Recorded data:
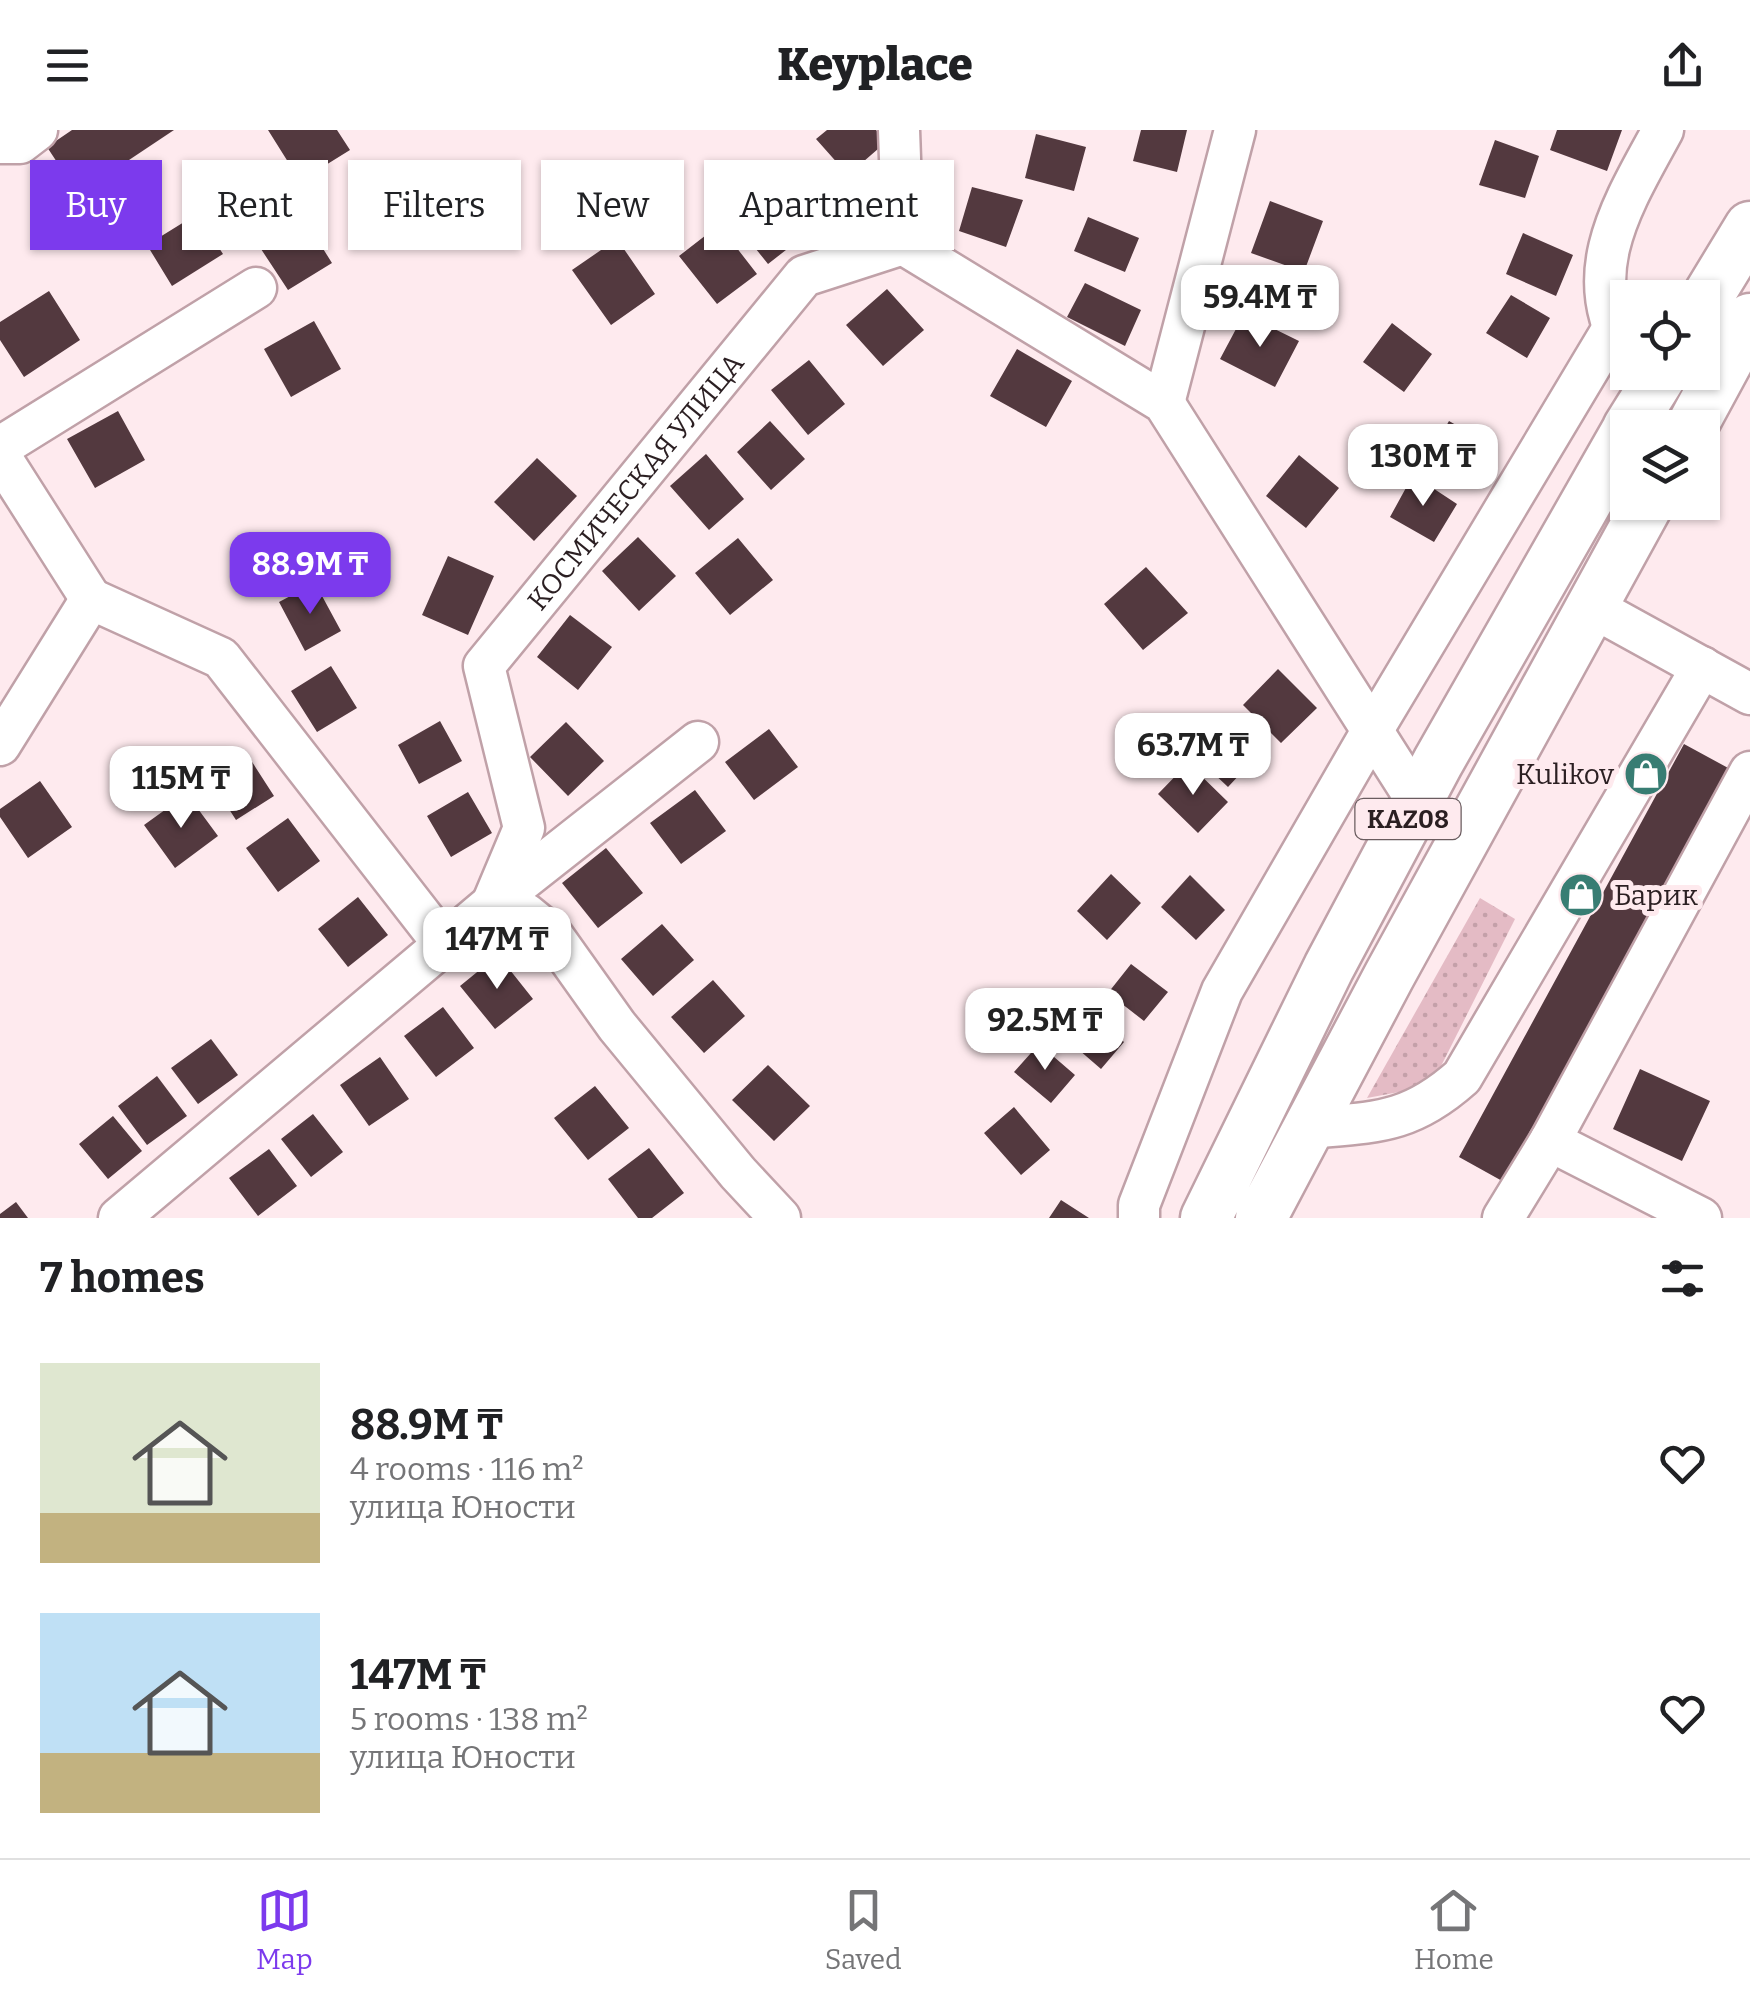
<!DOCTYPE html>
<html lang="en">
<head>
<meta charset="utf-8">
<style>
  :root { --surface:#fff; --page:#f6f6f6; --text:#202124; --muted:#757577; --line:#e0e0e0; --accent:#7c3aed }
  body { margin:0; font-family:Bitter,serif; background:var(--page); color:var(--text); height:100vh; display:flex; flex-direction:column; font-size:38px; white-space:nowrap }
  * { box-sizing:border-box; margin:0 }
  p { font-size:32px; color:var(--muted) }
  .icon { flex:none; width:55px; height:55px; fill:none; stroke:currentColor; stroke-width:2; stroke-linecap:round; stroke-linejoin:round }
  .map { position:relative; height:1088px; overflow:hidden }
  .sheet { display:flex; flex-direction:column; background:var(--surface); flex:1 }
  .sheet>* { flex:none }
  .hud { position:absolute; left:30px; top:30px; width:1000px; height:90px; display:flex; gap:20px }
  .buttons { position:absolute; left:1610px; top:150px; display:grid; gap:20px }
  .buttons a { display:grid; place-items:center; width:110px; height:110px; border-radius:0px; background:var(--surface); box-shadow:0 2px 8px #0004; font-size:50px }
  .price { position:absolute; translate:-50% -85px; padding:0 22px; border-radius:20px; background:#fff; color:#222; font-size:32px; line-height:65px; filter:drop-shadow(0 2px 5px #0008) }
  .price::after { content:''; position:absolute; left:50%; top:60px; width:30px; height:22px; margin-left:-15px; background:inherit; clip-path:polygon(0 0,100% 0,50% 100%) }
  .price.active { background:var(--accent); color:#fff }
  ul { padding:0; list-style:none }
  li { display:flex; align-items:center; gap:30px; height:250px; padding:0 40px }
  li span { display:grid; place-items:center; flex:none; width:280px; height:200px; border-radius:0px; color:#555 }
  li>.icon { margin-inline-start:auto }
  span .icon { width:120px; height:120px; fill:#fffc; stroke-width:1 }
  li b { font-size:42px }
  h2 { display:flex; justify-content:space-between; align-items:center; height:120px; padding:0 40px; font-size:42px }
  .pill { padding:0 35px; border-radius:0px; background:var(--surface); box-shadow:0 2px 8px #0004; font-size:35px; line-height:90px }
  .pill.active { background:var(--accent); color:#fff }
  header { display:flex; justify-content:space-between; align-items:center; height:130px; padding:0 40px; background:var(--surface); font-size:45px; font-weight:800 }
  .tab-bar { display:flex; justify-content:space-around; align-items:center; height:140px; border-top:2px solid var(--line); background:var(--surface); font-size:28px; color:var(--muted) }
  .tab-bar a { display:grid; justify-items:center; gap:5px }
  .tab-bar .active { color:var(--accent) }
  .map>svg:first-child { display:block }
</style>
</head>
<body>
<header><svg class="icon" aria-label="menu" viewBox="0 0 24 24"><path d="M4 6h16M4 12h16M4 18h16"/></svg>Keyplace<svg class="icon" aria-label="share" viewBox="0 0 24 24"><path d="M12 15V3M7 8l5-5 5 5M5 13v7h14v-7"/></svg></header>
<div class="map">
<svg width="1750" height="1088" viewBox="0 0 1750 1088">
  <defs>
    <pattern id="grass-dots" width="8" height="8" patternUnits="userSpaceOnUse" patternTransform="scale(2.5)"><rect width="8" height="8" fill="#e4bbc5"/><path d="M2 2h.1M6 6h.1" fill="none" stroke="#c4a0a9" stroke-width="1.8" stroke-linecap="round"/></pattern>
  </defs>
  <rect width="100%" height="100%" fill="#feeaee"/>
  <!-- grass -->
  <path fill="url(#grass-dots)" d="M1480,768L1515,789L1431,956L1367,968Z"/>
  <!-- building -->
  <path fill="#53393f" d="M72,0H174L78,64L47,17Z
    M268,0H337L350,20L300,51Z
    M827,0H876L886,12L848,45L816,9Z
    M1141,0H1187L1177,42L1133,31Z
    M1557,0H1622L1607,41L1550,20Z
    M1036,4L1086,17L1074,61L1025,48Z
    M1495,10L1539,26L1525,68L1479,55Z
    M772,56L809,102L768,134L731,88Z
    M972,57L1023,70L1006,117L959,101Z
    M1270,71L1323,91L1304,142L1251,123Z
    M197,84L223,124L172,156L147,115Z
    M1088,87L1139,108L1125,142L1074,121Z
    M305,90L332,133L288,160L261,119Z
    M719,95L757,144L717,174L679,126Z
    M1523,103L1573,125L1556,166L1506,144Z
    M617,109L655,164L611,195L572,140Z
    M1085,153L1141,180L1125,216L1067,187Z
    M887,159L924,200L883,236L846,195Z
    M49,161L80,210L24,247L0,210V192Z
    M1511,165L1550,188L1527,228L1486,203Z
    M1244,184L1299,211L1275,257L1220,229Z
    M314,191L341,239L291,267L264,219Z
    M1392,193L1432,224L1404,262L1363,232Z
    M1017,219L1072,251L1046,297L990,266Z
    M809,230L845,274L808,305L771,260Z
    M118,281L145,330L95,358L67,309Z
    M770,291L805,329L771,360L737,322Z
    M1449,291L1496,318L1474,357L1427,330Z
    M706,324L744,369L709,400L670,356Z
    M1299,325L1339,358L1306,398L1266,366Z
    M537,328L577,366L534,411L494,372Z
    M1413,345L1457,374L1434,412L1390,387Z
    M638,407L676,446L639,481L602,441Z
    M738,408L773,450L730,485L695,443Z
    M448,426L494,446L468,505L422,485Z
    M1146,437L1188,483L1143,520L1104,474Z
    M315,453L341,501L305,521L279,472Z
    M570,485L612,517L578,560L537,527Z
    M331,536L357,578L317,602L291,561Z
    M1278,539L1317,578L1281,613L1243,575Z
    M440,591L462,631L419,654L398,615Z
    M566,592L604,631L568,666L530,627Z
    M1223,594L1257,626L1228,657L1194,625Z
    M769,599L798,637L754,670L725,632Z
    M1684,614L1730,639L1504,1052L1459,1027Z
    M247,624L274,666L236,690L209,648Z
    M1188,633L1228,672L1198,703L1158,664Z
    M40,651L72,697L28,728L0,687V679Z
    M695,660L726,701L681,734L650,693Z
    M468,662L492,703L451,727L427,686Z
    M187,664L218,706L175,738L144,695Z
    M288,688L320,731L278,762L246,718Z
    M606,718L643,763L598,798L562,753Z
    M1111,744L1141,773L1107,810L1077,781Z
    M1190,745L1225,780L1196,810L1161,777Z
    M358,767L388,805L348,837L318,799Z
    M662,794L694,830L653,866L621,829Z
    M498,825L533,869L495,899L460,856Z
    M1131,834L1168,862L1144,891L1108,863Z
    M713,850L745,886L704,923L671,887Z
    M443,877L474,918L436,947L404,906Z
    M1087,880L1124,912L1101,939L1064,907Z
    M211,909L238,945L198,974L171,938Z
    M1039,914L1075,945L1051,973L1014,942Z
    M380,927L409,969L369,996L340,955Z
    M768,935L810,976L774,1011L732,970Z
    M1640,939L1710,971L1682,1031L1613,999Z
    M157,946L187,986L147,1015L118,976Z
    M595,956L629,998L588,1030L554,988Z
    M1014,977L1050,1020L1021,1045L984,1003Z
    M313,984L343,1022L311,1047L281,1009Z
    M113,986L142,1021L108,1049L79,1014Z
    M649,1018L684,1063L652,1088H638L608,1049Z
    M269,1019L297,1056L258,1086L229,1048Z
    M1061,1070L1089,1088H1049Z
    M16,1072L28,1088H0V1084Z"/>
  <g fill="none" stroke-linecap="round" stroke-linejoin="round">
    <defs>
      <g id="minor">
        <path d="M899,0L903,114"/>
        <path d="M0,13H20L37,0"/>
        <path d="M903,114L1164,273L1417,671"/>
        <path d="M1626,223C1577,143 1624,72 1663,0"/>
        <path d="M1164,273L1235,0"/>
        <path d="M0,317L256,158"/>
        <path d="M0,326L91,469"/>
        <path d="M91,469L221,528L445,816"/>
        <path d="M1592,477L1750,564"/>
        <path d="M0,615L91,469"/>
        <path d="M496,771L698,612"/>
        <path id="s1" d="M492,774L524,698L484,536L804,146L903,114"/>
        <path d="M1309,998C1376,992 1409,994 1462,947L1702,537"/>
        <path d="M1550,1011L1701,1088"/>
        <path d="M119,1088L492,774L526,784L553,806L617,896L738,1043L780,1088"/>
        <path d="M1139,1088V1075L1222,861L1372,601L1612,200"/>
        <path d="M1503,1088L1550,1011L1750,642"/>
      </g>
      <path id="major" d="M1702,176L1750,97
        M1628,298L1663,242
        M1691,298L1750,189
        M1206,1088L1329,837L1438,632L1628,299
        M1261,1088L1389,846L1649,372"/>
    </defs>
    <!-- minor casing -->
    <use href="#minor" stroke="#c0a1a8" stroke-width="45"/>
    <!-- major casing -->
    <use href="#major" stroke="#c0a1a8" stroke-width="55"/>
    <!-- minor -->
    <use href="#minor" stroke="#fff" stroke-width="40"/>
    <!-- major -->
    <use href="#major" stroke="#fff" stroke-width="50"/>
  </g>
  <!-- icons -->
  <defs>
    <symbol id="shop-disc" viewBox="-11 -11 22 22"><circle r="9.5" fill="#387d73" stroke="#feeaee"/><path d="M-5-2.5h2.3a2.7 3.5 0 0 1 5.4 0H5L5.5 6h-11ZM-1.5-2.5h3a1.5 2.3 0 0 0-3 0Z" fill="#fff"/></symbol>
  </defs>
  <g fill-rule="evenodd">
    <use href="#shop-disc" x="1621" y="619" width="50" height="50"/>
    <use href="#shop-disc" x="1556" y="740" width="50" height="50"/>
  </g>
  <g text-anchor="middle" stroke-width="10" stroke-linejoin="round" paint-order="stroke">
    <!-- shield labels -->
    <rect fill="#feeaee" stroke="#6a5c5f" stroke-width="2.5" x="1355.5" y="669" width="105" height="40" rx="8"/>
    <g font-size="25" font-weight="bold" fill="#2b1f22">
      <text x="1408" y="698">KAZ08</text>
    </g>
    <!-- street labels -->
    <g font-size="28" fill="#2b1f22" stroke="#feeaee">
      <text dy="10" stroke="none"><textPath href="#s1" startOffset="488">КОСМИЧЕСКАЯ УЛИЦА</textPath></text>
    </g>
    <!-- poi labels -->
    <g font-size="28" fill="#2b1f22" stroke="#feeaee" text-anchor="end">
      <text x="1614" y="654">Kulikov</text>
      <text x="1614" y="775" text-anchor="start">Барик</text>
    </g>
  </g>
</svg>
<div class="buttons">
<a><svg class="icon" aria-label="locate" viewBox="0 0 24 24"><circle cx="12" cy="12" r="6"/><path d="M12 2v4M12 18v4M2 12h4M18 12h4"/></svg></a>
<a><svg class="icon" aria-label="layers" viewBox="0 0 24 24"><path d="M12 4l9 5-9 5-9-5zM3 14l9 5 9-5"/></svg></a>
</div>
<b class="price" style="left:1260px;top:220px">59.4M ₸</b>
<b class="price" style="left:1423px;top:379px">130M ₸</b>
<b class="price active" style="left:310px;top:487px">88.9M ₸</b>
<b class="price" style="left:1193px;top:668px">63.7M ₸</b>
<b class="price" style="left:181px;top:701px">115M ₸</b>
<b class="price" style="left:497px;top:862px">147M ₸</b>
<b class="price" style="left:1045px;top:943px">92.5M ₸</b>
<div class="hud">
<a class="pill active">Buy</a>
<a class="pill">Rent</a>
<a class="pill">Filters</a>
<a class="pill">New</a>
<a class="pill">Apartment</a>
</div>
</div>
<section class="sheet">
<h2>7 homes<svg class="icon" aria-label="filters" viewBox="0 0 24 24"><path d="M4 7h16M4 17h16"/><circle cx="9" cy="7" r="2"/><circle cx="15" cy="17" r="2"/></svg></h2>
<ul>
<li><span style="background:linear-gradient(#dfe7d0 75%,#c2b280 0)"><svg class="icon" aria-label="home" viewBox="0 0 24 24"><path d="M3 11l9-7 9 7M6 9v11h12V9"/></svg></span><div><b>88.9M ₸</b><p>4 rooms · 116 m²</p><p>улица Юности</p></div><svg class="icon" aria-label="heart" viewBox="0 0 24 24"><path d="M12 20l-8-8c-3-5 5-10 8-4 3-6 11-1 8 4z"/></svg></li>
<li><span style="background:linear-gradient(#bfe0f5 70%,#c2b280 0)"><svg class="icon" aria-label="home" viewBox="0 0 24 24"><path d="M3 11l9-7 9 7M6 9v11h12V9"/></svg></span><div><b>147M ₸</b><p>5 rooms · 138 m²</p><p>улица Юности</p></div><svg class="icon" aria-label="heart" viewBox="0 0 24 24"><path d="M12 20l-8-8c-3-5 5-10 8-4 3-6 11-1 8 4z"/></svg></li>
</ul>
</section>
<nav class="tab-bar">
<a class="active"><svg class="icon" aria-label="map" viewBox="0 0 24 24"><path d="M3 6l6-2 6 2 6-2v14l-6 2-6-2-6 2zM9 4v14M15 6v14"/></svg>Map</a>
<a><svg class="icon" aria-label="saved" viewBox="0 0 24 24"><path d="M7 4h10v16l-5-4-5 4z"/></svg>Saved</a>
<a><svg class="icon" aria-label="home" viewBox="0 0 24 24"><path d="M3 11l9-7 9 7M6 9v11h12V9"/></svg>Home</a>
</nav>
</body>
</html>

Work instructions: Where a line of the material holds the word "column", copy that line.

Written answer:
  body { margin:0; font-family:Bitter,serif; background:var(--page); color:var(--text); height:100vh; display:flex; flex-direction:column; font-size:38px; white-space:nowrap }
  .sheet { display:flex; flex-direction:column; background:var(--surface); flex:1 }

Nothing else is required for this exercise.